=== Work to be completed ===
Entries must be copied exactly, with nothing left out.

________________

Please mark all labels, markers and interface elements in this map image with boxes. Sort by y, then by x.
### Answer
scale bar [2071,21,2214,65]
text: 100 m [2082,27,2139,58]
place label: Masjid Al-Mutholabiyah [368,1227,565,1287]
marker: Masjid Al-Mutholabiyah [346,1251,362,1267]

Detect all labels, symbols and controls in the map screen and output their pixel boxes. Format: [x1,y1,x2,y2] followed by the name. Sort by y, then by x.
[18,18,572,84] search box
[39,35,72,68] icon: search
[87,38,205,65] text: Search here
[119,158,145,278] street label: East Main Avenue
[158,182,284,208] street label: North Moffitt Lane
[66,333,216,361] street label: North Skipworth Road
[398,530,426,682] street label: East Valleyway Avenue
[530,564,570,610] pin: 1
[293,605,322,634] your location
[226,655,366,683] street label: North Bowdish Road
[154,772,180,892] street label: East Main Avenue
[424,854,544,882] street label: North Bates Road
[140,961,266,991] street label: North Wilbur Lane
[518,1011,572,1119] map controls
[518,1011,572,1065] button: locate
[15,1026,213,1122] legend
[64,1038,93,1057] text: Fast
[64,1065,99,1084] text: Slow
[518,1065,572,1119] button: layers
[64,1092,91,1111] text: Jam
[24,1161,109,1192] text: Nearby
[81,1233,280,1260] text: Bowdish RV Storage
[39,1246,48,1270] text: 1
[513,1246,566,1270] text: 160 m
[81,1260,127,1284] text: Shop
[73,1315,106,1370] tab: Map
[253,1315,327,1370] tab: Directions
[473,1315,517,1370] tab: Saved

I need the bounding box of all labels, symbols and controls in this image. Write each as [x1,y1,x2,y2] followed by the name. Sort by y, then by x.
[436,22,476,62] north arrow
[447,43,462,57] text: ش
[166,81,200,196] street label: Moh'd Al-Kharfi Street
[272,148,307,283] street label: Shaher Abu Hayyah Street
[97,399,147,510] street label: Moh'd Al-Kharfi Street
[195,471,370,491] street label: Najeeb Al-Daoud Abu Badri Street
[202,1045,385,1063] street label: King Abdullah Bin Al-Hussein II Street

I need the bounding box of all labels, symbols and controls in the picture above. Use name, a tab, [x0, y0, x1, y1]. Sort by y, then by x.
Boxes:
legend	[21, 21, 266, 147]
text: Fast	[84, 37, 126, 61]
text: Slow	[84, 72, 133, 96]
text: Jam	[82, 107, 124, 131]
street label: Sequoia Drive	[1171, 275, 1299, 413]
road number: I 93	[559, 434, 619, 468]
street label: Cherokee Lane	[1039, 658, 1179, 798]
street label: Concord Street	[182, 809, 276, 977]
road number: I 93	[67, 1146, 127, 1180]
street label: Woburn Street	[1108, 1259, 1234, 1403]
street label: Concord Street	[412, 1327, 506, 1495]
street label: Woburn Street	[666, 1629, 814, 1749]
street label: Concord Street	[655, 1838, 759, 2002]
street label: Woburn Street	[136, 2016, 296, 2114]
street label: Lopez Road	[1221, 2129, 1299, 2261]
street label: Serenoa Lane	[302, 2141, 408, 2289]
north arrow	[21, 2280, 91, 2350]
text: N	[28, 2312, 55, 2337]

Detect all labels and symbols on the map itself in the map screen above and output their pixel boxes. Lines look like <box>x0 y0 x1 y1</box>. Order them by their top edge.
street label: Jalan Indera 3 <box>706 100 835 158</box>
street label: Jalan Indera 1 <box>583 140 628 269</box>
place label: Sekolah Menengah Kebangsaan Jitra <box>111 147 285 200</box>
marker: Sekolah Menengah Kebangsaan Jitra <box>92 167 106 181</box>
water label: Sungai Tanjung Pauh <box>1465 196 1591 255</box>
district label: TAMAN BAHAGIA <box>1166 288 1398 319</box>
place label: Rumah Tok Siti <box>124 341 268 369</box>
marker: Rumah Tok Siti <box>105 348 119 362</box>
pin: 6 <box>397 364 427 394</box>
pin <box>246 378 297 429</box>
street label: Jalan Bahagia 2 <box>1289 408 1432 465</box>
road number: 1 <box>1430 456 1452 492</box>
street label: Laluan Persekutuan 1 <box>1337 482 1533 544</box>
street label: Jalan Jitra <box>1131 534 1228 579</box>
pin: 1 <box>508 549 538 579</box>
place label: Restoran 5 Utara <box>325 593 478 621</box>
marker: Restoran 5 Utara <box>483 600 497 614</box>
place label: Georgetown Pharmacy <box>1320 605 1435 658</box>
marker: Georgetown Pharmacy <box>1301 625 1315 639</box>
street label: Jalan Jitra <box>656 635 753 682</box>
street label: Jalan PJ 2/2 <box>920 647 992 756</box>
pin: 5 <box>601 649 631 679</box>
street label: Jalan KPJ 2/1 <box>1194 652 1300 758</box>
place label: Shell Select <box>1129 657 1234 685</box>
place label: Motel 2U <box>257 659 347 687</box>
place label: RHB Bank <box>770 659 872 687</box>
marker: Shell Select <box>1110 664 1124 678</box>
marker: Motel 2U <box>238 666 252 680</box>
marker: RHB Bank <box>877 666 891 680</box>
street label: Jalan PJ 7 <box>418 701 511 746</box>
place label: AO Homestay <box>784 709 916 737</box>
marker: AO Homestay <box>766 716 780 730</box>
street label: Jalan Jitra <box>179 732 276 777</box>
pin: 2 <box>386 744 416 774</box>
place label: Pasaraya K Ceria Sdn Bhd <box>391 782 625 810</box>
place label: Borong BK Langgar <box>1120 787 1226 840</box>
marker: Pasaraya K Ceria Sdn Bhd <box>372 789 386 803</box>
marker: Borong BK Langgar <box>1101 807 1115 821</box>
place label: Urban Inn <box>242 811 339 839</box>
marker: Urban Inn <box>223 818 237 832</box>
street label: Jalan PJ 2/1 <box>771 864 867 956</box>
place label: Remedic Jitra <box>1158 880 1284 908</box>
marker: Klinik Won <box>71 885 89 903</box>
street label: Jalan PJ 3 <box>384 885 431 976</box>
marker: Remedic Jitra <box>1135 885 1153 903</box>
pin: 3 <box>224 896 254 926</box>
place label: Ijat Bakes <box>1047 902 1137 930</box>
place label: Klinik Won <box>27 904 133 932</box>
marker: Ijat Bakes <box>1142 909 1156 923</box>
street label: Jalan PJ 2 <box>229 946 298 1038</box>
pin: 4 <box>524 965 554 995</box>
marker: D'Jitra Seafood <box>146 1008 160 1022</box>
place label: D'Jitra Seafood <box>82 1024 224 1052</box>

________________

=== The answer ===
Please mark all labels, markers and interface elements in this map image with boxes. Sort by y, then by x.
### Answer
scale bar [2071,21,2214,65]
text: 100 m [2082,27,2139,58]
place label: Masjid Al-Mutholabiyah [368,1227,565,1287]
marker: Masjid Al-Mutholabiyah [346,1251,362,1267]

Detect all labels, symbols and controls in the map screen and output their pixel boxes. Format: [x1,y1,x2,y2] followed by the name. Sort by y, then by x.
[18,18,572,84] search box
[39,35,72,68] icon: search
[87,38,205,65] text: Search here
[119,158,145,278] street label: East Main Avenue
[158,182,284,208] street label: North Moffitt Lane
[66,333,216,361] street label: North Skipworth Road
[398,530,426,682] street label: East Valleyway Avenue
[530,564,570,610] pin: 1
[293,605,322,634] your location
[226,655,366,683] street label: North Bowdish Road
[154,772,180,892] street label: East Main Avenue
[424,854,544,882] street label: North Bates Road
[140,961,266,991] street label: North Wilbur Lane
[518,1011,572,1119] map controls
[518,1011,572,1065] button: locate
[15,1026,213,1122] legend
[64,1038,93,1057] text: Fast
[64,1065,99,1084] text: Slow
[518,1065,572,1119] button: layers
[64,1092,91,1111] text: Jam
[24,1161,109,1192] text: Nearby
[81,1233,280,1260] text: Bowdish RV Storage
[39,1246,48,1270] text: 1
[513,1246,566,1270] text: 160 m
[81,1260,127,1284] text: Shop
[73,1315,106,1370] tab: Map
[253,1315,327,1370] tab: Directions
[473,1315,517,1370] tab: Saved

I need the bounding box of all labels, symbols and controls in this image. Write each as [x1,y1,x2,y2] followed by the name. Sort by y, then by x.
[436,22,476,62] north arrow
[447,43,462,57] text: ش
[166,81,200,196] street label: Moh'd Al-Kharfi Street
[272,148,307,283] street label: Shaher Abu Hayyah Street
[97,399,147,510] street label: Moh'd Al-Kharfi Street
[195,471,370,491] street label: Najeeb Al-Daoud Abu Badri Street
[202,1045,385,1063] street label: King Abdullah Bin Al-Hussein II Street

I need the bounding box of all labels, symbols and controls in the picture above. Use name, a tab, [x0, y0, x1, y1]. Sort by y, then by x.
Boxes:
legend	[21, 21, 266, 147]
text: Fast	[84, 37, 126, 61]
text: Slow	[84, 72, 133, 96]
text: Jam	[82, 107, 124, 131]
street label: Sequoia Drive	[1171, 275, 1299, 413]
road number: I 93	[559, 434, 619, 468]
street label: Cherokee Lane	[1039, 658, 1179, 798]
street label: Concord Street	[182, 809, 276, 977]
road number: I 93	[67, 1146, 127, 1180]
street label: Woburn Street	[1108, 1259, 1234, 1403]
street label: Concord Street	[412, 1327, 506, 1495]
street label: Woburn Street	[666, 1629, 814, 1749]
street label: Concord Street	[655, 1838, 759, 2002]
street label: Woburn Street	[136, 2016, 296, 2114]
street label: Lopez Road	[1221, 2129, 1299, 2261]
street label: Serenoa Lane	[302, 2141, 408, 2289]
north arrow	[21, 2280, 91, 2350]
text: N	[28, 2312, 55, 2337]

Detect all labels and symbols on the map itself in the map screen above and output their pixel boxes. Lines look like <box>x0 y0 x1 y1</box>. Order them by their top edge.
street label: Jalan Indera 3 <box>706 100 835 158</box>
street label: Jalan Indera 1 <box>583 140 628 269</box>
place label: Sekolah Menengah Kebangsaan Jitra <box>111 147 285 200</box>
marker: Sekolah Menengah Kebangsaan Jitra <box>92 167 106 181</box>
water label: Sungai Tanjung Pauh <box>1465 196 1591 255</box>
district label: TAMAN BAHAGIA <box>1166 288 1398 319</box>
place label: Rumah Tok Siti <box>124 341 268 369</box>
marker: Rumah Tok Siti <box>105 348 119 362</box>
pin: 6 <box>397 364 427 394</box>
pin <box>246 378 297 429</box>
street label: Jalan Bahagia 2 <box>1289 408 1432 465</box>
road number: 1 <box>1430 456 1452 492</box>
street label: Laluan Persekutuan 1 <box>1337 482 1533 544</box>
street label: Jalan Jitra <box>1131 534 1228 579</box>
pin: 1 <box>508 549 538 579</box>
place label: Restoran 5 Utara <box>325 593 478 621</box>
marker: Restoran 5 Utara <box>483 600 497 614</box>
place label: Georgetown Pharmacy <box>1320 605 1435 658</box>
marker: Georgetown Pharmacy <box>1301 625 1315 639</box>
street label: Jalan Jitra <box>656 635 753 682</box>
street label: Jalan PJ 2/2 <box>920 647 992 756</box>
pin: 5 <box>601 649 631 679</box>
street label: Jalan KPJ 2/1 <box>1194 652 1300 758</box>
place label: Shell Select <box>1129 657 1234 685</box>
place label: Motel 2U <box>257 659 347 687</box>
place label: RHB Bank <box>770 659 872 687</box>
marker: Shell Select <box>1110 664 1124 678</box>
marker: Motel 2U <box>238 666 252 680</box>
marker: RHB Bank <box>877 666 891 680</box>
street label: Jalan PJ 7 <box>418 701 511 746</box>
place label: AO Homestay <box>784 709 916 737</box>
marker: AO Homestay <box>766 716 780 730</box>
street label: Jalan Jitra <box>179 732 276 777</box>
pin: 2 <box>386 744 416 774</box>
place label: Pasaraya K Ceria Sdn Bhd <box>391 782 625 810</box>
place label: Borong BK Langgar <box>1120 787 1226 840</box>
marker: Pasaraya K Ceria Sdn Bhd <box>372 789 386 803</box>
marker: Borong BK Langgar <box>1101 807 1115 821</box>
place label: Urban Inn <box>242 811 339 839</box>
marker: Urban Inn <box>223 818 237 832</box>
street label: Jalan PJ 2/1 <box>771 864 867 956</box>
place label: Remedic Jitra <box>1158 880 1284 908</box>
marker: Klinik Won <box>71 885 89 903</box>
street label: Jalan PJ 3 <box>384 885 431 976</box>
marker: Remedic Jitra <box>1135 885 1153 903</box>
pin: 3 <box>224 896 254 926</box>
place label: Ijat Bakes <box>1047 902 1137 930</box>
place label: Klinik Won <box>27 904 133 932</box>
marker: Ijat Bakes <box>1142 909 1156 923</box>
street label: Jalan PJ 2 <box>229 946 298 1038</box>
pin: 4 <box>524 965 554 995</box>
marker: D'Jitra Seafood <box>146 1008 160 1022</box>
place label: D'Jitra Seafood <box>82 1024 224 1052</box>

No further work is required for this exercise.